Stored items

:::::

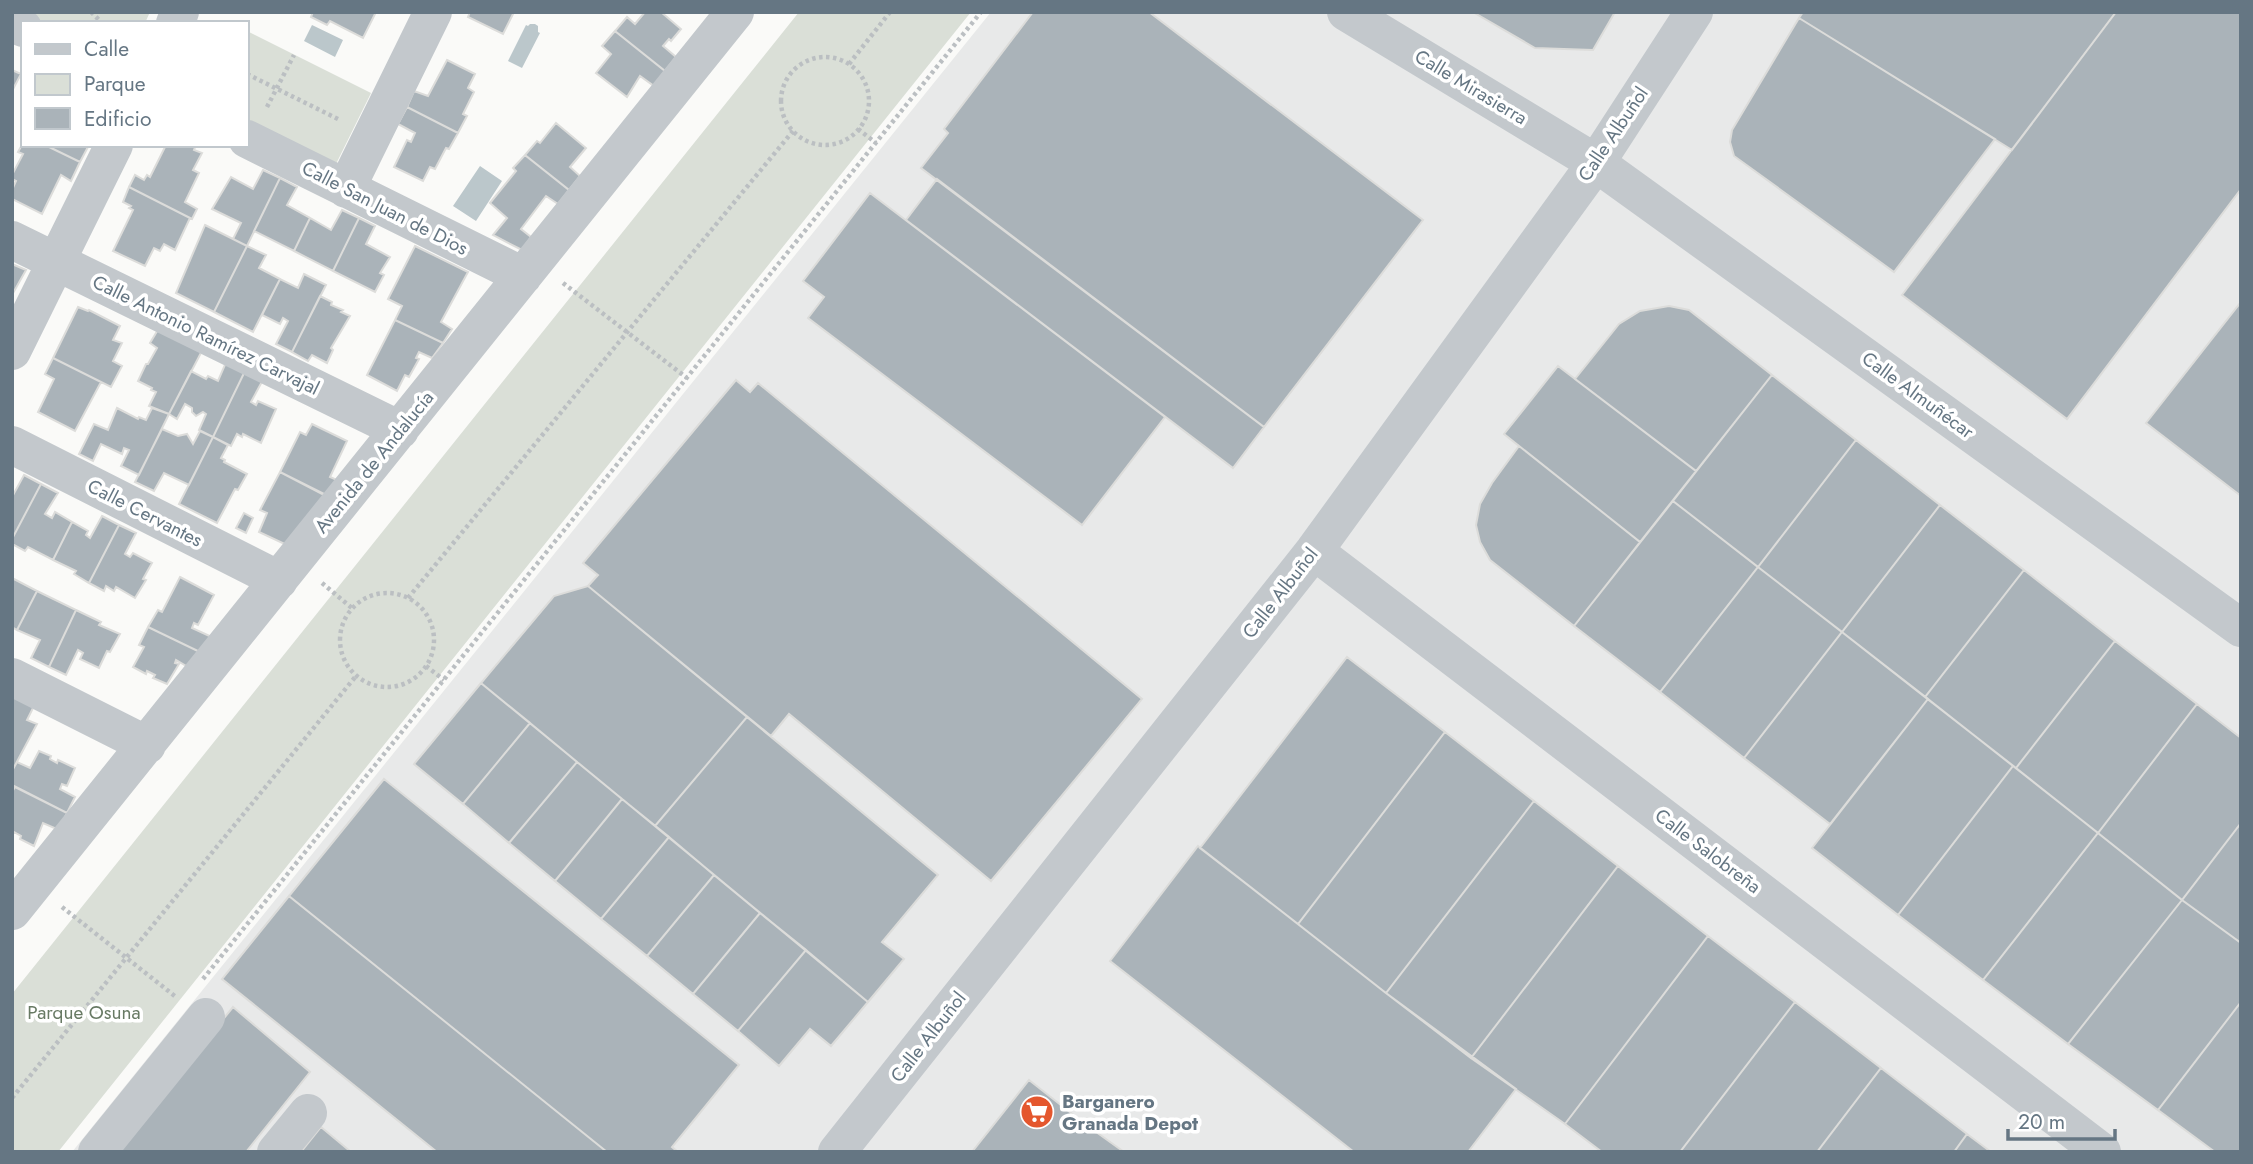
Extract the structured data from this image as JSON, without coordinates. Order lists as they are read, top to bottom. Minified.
{"streets":{"street":["Calle Mirasierra","Calle Albuñol","Calle San Juan de Dios","Calle Antonio Ramírez Carvajal","Calle Almuñécar","Avenida de Andalucía","Calle Cervantes","Calle Salobreña"]},"crossings":[["Calle Mirasierra","Calle Albuñol"],["Calle Mirasierra","Calle Almuñécar"],["Calle Albuñol","Calle Almuñécar"],["Calle Albuñol","Calle Salobreña"],["Calle San Juan de Dios","Avenida de Andalucía"],["Calle Antonio Ramírez Carvajal","Avenida de Andalucía"],["Avenida de Andalucía","Calle Cervantes"]],"parks":["Parque Osuna"],"places":{"supermarket":["Barganero Granada Depot"]},"legend":["Calle","Parque","Edificio"],"scale_bar":"20 m"}
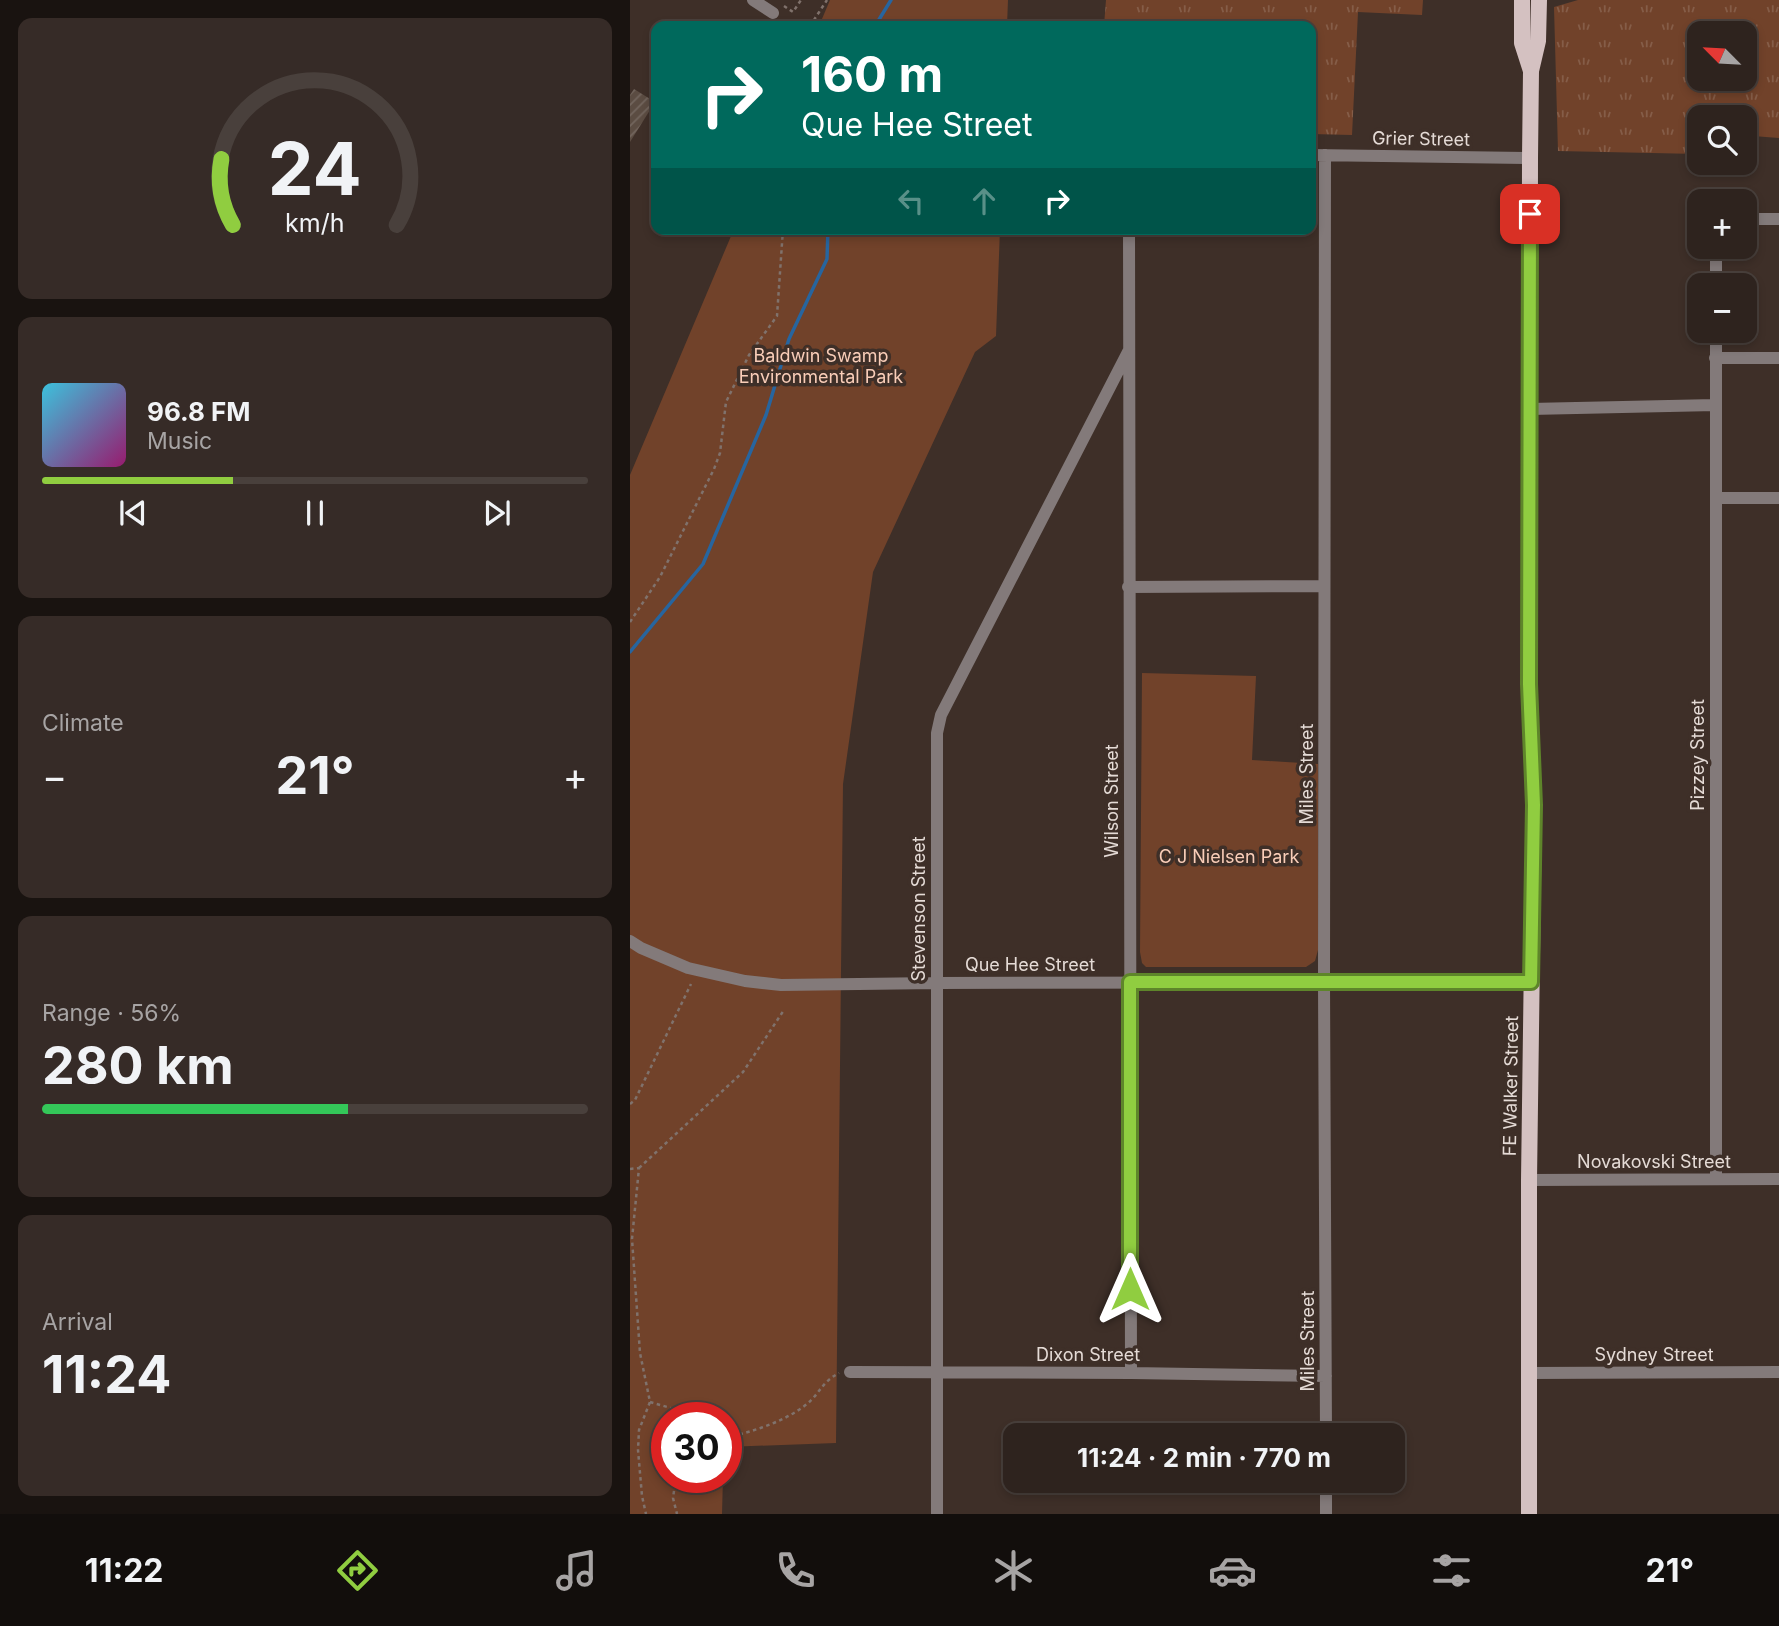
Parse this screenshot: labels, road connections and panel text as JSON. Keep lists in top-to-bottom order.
{
  "streets": {
    "main road": ["FE Walker Street"],
    "street": [
      "Grier Street",
      "Pizzey Street",
      "Miles Street",
      "Wilson Street",
      "Stevenson Street",
      "Que Hee Street",
      "Novakovski Street",
      "Dixon Street",
      "Sydney Street"
    ]
  },
  "crossings": [
    ["Grier Street", "Miles Street"],
    ["Grier Street", "FE Walker Street"],
    ["Pizzey Street", "Novakovski Street"],
    ["Miles Street", "Que Hee Street"],
    ["Miles Street", "Dixon Street"],
    ["Wilson Street", "Stevenson Street"],
    ["Wilson Street", "Que Hee Street"],
    ["Wilson Street", "Dixon Street"],
    ["Stevenson Street", "Que Hee Street"],
    ["Stevenson Street", "Dixon Street"],
    ["Que Hee Street", "FE Walker Street"],
    ["FE Walker Street", "Novakovski Street"],
    ["FE Walker Street", "Sydney Street"]
  ],
  "parks": ["Baldwin Swamp Environmental Park", "C J Nielsen Park"],
  "north": "top left",
  "page": {
    "map_buttons": ["+", "−"],
    "turn": ["160 m", "Que Hee Street"],
    "song": ["96.8 FM", "Music"],
    "tile": [
      "Climate",
      ["Range · 56%", "280 km"],
      ["Arrival", "11:24"]
    ],
    "heat": ["−", "21°", "+"],
    "limit": "30",
    "trip": "11:24 · 2 min · 770 m",
    "tabs": ["11:22", "21°"],
    "gauge": ["24", "km/h"]
  }
}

:::::

Could you find every line in the records above that contains the word "Wilson" and copy it?

      "Wilson Street",
    ["Wilson Street", "Stevenson Street"],
    ["Wilson Street", "Que Hee Street"],
    ["Wilson Street", "Dixon Street"],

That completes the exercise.